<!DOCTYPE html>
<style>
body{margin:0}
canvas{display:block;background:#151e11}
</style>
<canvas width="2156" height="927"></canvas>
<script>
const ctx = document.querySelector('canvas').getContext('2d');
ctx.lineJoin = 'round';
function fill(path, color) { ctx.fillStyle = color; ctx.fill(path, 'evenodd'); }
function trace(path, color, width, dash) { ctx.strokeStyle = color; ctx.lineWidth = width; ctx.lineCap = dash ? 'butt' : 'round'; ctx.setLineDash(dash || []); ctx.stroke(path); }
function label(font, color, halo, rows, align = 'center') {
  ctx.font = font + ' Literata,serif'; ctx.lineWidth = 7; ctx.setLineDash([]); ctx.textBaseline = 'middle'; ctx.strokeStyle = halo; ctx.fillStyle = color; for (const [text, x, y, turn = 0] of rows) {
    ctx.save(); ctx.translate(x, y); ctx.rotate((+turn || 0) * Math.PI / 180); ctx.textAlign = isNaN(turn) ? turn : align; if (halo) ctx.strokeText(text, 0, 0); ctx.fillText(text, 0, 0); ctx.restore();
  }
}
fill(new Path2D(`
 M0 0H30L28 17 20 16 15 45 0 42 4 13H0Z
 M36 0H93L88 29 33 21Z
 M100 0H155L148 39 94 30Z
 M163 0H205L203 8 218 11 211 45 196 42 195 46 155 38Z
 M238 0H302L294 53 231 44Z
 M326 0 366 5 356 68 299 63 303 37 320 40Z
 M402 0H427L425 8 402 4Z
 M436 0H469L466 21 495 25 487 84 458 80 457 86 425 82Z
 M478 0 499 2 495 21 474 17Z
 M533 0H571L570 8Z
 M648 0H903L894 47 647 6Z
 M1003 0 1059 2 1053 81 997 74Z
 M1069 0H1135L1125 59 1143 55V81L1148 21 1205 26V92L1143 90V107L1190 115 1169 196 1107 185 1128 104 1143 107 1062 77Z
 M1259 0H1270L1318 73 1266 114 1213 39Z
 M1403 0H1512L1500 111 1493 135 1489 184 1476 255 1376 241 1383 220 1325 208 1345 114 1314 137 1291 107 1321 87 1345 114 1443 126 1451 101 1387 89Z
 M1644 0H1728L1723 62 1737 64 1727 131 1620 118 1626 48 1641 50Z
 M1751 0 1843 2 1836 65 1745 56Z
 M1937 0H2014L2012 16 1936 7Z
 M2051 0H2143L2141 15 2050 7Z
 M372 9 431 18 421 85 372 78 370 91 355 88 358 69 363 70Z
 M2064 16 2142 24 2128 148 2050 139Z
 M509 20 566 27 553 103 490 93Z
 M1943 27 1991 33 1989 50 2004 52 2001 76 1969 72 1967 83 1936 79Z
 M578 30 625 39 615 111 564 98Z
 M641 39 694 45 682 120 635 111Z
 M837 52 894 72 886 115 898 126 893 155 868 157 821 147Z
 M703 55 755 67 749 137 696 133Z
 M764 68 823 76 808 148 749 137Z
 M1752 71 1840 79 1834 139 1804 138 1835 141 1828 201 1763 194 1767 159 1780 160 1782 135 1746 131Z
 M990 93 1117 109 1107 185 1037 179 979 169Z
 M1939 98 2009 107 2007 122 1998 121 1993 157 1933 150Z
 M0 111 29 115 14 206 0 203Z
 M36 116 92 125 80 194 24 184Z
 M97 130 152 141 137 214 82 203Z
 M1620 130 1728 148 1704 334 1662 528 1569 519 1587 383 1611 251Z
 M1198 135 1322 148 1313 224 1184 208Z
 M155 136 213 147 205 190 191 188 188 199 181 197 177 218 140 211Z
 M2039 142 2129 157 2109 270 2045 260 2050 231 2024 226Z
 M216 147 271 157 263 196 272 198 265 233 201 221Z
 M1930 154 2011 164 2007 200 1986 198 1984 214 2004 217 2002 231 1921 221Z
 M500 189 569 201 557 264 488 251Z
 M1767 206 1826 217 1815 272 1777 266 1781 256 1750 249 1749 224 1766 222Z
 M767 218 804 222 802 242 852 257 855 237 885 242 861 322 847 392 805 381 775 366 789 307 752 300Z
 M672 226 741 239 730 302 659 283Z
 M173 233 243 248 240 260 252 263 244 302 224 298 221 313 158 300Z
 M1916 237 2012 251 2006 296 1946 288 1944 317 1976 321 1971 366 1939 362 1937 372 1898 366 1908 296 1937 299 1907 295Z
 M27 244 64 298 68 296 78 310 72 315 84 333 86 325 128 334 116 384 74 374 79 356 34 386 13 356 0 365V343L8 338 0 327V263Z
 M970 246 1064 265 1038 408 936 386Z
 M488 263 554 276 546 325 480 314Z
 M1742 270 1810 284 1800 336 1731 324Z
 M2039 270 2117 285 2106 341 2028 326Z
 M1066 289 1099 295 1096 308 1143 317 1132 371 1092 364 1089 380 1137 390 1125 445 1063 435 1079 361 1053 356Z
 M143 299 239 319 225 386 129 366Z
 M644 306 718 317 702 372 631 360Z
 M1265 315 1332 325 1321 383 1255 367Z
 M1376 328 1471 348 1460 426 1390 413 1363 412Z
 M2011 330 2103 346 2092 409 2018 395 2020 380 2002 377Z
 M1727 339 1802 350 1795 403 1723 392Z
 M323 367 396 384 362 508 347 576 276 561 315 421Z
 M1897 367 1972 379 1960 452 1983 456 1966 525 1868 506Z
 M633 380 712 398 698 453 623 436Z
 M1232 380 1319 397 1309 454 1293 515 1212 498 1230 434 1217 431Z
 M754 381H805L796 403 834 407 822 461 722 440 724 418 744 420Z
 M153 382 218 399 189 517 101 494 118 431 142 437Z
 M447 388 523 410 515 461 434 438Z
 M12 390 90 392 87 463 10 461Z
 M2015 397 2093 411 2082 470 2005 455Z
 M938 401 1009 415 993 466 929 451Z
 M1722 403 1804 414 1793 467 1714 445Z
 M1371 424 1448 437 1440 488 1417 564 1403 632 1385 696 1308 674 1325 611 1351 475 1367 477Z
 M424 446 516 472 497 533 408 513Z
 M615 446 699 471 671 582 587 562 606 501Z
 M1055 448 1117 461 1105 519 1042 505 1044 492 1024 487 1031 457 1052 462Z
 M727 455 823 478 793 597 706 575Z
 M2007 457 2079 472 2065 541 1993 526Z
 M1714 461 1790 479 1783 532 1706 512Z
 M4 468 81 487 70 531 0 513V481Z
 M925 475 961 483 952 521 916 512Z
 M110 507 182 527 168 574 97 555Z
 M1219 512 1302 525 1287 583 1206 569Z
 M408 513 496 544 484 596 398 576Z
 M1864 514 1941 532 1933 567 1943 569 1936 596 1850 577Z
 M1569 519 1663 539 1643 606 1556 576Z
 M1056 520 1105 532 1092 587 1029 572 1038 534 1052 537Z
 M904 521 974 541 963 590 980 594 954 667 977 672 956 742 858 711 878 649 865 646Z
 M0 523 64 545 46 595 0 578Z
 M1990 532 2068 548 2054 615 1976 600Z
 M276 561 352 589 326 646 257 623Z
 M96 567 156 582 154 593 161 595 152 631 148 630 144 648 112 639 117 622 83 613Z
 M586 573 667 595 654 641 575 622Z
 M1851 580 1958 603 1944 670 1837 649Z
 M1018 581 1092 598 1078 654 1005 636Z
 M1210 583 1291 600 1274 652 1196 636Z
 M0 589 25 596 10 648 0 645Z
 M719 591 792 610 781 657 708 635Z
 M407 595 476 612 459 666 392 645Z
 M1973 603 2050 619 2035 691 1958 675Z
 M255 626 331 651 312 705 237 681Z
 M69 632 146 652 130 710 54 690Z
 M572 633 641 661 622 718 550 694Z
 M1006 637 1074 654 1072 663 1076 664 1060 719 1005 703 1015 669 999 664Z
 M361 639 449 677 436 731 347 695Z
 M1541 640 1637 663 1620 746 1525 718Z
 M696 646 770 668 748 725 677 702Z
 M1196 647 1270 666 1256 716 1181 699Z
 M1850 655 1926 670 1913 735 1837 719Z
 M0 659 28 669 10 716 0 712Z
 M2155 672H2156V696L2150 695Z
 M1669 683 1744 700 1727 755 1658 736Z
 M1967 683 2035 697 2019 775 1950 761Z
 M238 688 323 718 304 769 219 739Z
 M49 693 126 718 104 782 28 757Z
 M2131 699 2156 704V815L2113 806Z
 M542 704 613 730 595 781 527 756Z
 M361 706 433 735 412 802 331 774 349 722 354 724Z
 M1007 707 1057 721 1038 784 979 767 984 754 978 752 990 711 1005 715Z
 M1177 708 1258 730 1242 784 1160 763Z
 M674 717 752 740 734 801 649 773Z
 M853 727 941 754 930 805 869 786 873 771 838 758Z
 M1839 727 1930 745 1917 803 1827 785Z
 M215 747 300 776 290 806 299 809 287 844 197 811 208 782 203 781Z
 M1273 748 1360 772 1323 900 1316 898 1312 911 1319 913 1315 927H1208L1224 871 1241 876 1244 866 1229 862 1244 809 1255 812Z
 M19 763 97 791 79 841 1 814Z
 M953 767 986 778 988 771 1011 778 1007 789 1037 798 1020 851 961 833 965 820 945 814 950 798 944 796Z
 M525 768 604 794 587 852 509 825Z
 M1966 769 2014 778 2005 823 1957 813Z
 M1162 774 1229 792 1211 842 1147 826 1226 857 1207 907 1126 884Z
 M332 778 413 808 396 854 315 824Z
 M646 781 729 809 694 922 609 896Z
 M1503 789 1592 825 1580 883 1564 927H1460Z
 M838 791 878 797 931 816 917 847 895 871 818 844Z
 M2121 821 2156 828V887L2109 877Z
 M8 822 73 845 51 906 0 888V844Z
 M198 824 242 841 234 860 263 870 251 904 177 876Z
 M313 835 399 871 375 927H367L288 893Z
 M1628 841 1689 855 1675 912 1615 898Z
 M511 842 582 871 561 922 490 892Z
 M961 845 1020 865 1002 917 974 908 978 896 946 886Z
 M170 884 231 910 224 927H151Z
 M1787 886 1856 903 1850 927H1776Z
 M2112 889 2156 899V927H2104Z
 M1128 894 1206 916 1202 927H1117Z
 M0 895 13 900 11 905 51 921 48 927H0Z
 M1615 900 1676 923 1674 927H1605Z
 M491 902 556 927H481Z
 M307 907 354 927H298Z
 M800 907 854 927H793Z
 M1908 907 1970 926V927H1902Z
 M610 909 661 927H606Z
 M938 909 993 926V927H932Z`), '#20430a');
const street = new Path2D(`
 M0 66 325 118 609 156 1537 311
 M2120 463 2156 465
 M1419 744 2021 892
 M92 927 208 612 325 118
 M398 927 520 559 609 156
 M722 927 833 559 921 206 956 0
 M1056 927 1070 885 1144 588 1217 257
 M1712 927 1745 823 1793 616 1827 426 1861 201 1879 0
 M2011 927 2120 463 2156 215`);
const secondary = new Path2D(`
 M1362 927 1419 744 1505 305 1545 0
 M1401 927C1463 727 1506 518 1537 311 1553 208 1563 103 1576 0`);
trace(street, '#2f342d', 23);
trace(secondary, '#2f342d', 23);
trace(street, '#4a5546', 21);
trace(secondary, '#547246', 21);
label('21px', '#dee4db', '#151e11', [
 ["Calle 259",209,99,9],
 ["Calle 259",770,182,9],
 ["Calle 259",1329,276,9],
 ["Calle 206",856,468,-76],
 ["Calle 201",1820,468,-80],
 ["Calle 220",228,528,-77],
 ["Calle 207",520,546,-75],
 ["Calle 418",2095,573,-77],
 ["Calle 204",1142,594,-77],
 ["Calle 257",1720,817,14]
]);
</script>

* [What the exercise asks]
Give back exactly the lines from the beginning of the records through the line containing "function trace(path, color, width, dash)", and only those.

* [Solved exercise]
<!DOCTYPE html>
<style>
body{margin:0}
canvas{display:block;background:#151e11}
</style>
<canvas width="2156" height="927"></canvas>
<script>
const ctx = document.querySelector('canvas').getContext('2d');
ctx.lineJoin = 'round';
function fill(path, color) { ctx.fillStyle = color; ctx.fill(path, 'evenodd'); }
function trace(path, color, width, dash) { ctx.strokeStyle = color; ctx.lineWidth = width; ctx.lineCap = dash ? 'butt' : 'round'; ctx.setLineDash(dash || []); ctx.stroke(path); }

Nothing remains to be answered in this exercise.